Image the task of Machine Translation, It is often that the length of input of the network lets say in a different language “Hindi” is not same as “English” in such basic cases DNN has troubles performing. Well this lets say we can solve by padding the data.
But the Bigger Trouble is that a simple Neural Network does not share the information that it learns across the different positions of texts.
Similarly, if our vocabulary is of 10,000 words (assuming representation of one hot) our first layer will have tons of neurons.
So We Understand that we need a Recurrent Neural Network for Sequential Data.
So how does a RNN looks like, In a basic form it looks something like this
Where $ X_{\langle 1\rangle } , X_{\langle 2\rangle } \cdots X_{\langle t \rangle } $ is the input and $ Y_{\langle 1 \rangle }, Y_{\langle 2 \rangle } \cdots Y_{\langle t \rangle } $ is the output and most importantly $ a_{\langle 1\rangle }, a_{\langle 0\rangle } \cdots a_{\langle t\rangle } $ are the hidden states which remembers the historical information and do operations with the input. $ W_{ax} $ are set of parameters governing the input, $ W_{aa} $ are the set of parameters goverining the activation from one state to another and $ W_{ya} $ are the set of parameters governing the output. What are these we will discuess furthur.
But it has a disadvantage too, the sentence at $ Y_{\langle 3\rangle } $ will only get historical data from past data i.e $ X_{\langle 1\rangle }, a_{\langle 1\rangle }, X_{\langle 2\rangle }, a_{\langle 2\rangle } $ but not from the later part of series. So to overcome that we use Bi-Directional Recurrent Networks.
Let’s see how the $ a_{\langle 1\rangle } and\ \hat{y}_{\langle 1\rangle } $ is calculated
Generally the $ a_{\langle 0\rangle } $ is initialsed as zero vectors Therefore,
\[\begin{align} a_{\langle 0\rangle } &= \vec{0} \\ a_{\langle 1\rangle } &= g \left( W_{aa} a_{\langle 0\rangle } + W_{ax} X_{\langle 1\rangle } +b_a \right) \text{ (Hidden State) } \\ \hat{Y}_{\langle 1\rangle } &= g' \left( W_{ya} a_{\langle 1\rangle } + b_y \right) \text{ (Output State) } \end{align}\]Where g and g’ are activation functions mainly $ tanh $ or $ relu $
A good gif I found on the internet is
Working of RNN
After more simplification of the notation we get,
\[\begin{align} a_{\langle t\rangle } &= g \left( W_a \left[ a_{\langle t-1\rangle } , x_\langle t\rangle \right] + b_a \right) \\ \hat{Y}_{\langle t\rangle } &= g' \left( W_y a_{\langle t\rangle } + b_y \right) \\ \end{align}\]Where $ W_a $ is the matrices stacked horizontally and other braces matrix are stacked vertically.

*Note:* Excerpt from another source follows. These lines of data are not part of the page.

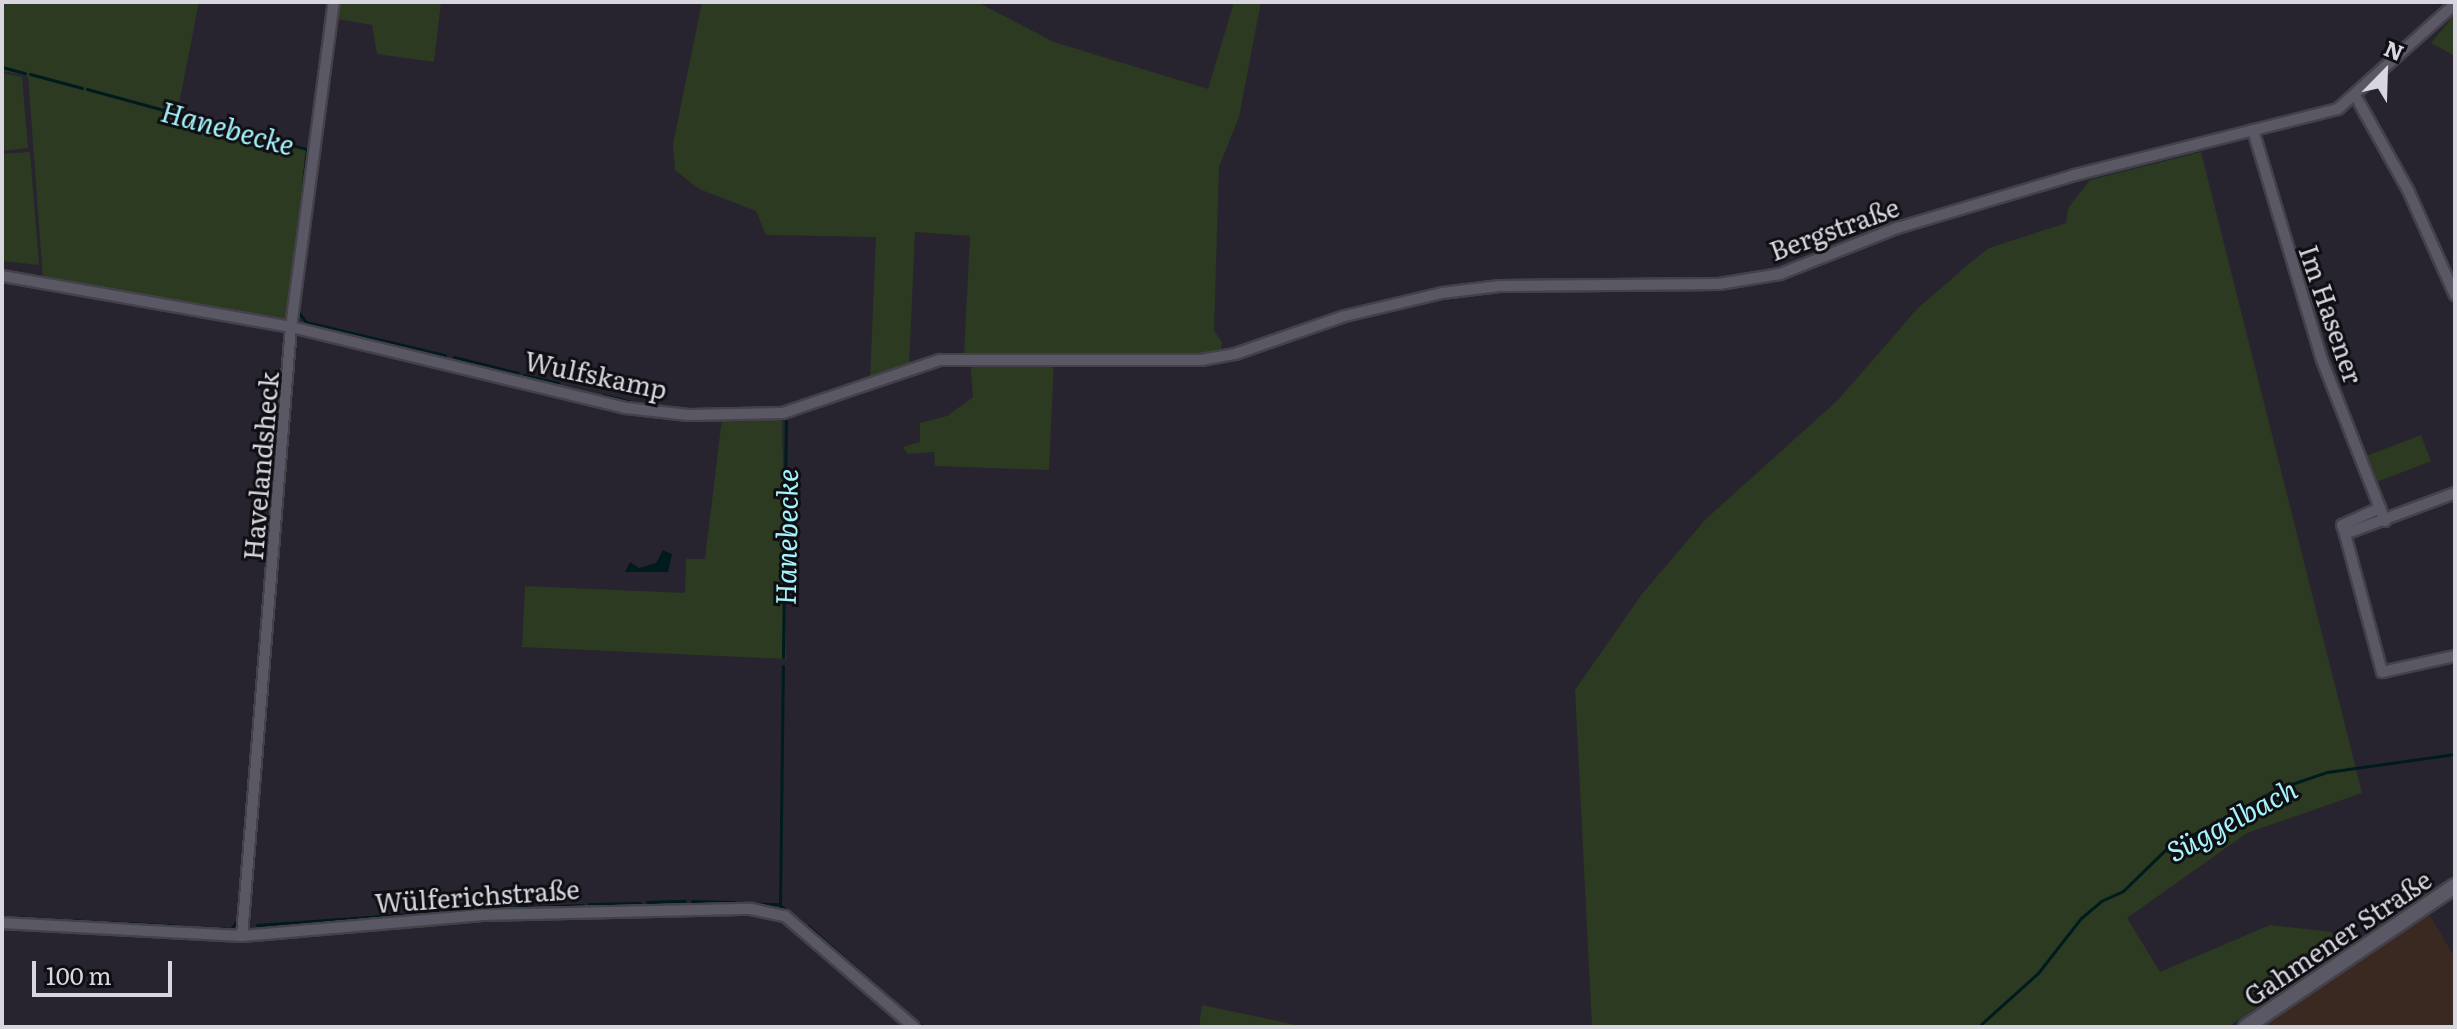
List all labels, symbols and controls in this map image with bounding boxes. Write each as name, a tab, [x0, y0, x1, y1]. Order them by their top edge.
text: N	[2380, 31, 2410, 68]
north arrow	[2345, 32, 2425, 112]
water label: Hanebecke	[158, 93, 298, 161]
street label: Bergstraße	[1765, 190, 1903, 266]
street label: Im Hasener	[2294, 241, 2370, 387]
street label: Wulfskamp	[522, 344, 670, 404]
street label: Havelandsheck	[236, 371, 284, 561]
water label: Hanebecke	[767, 468, 803, 606]
water label: Süggelbach	[2160, 771, 2302, 867]
street label: Gahmener Straße	[2237, 863, 2437, 1011]
street label: Wülferichstraße	[374, 872, 580, 918]
scale bar	[36, 945, 176, 995]
text: 100 m	[46, 957, 112, 992]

Like most Neural Networks, RNN also falls prey of Vanishing Gradient Problems. So we use GRU and LSTM implementations of RNN.
In those we have different gates and methods to remember how much information from the past we have to remember and depending on that those gates either remembers or forgets the information.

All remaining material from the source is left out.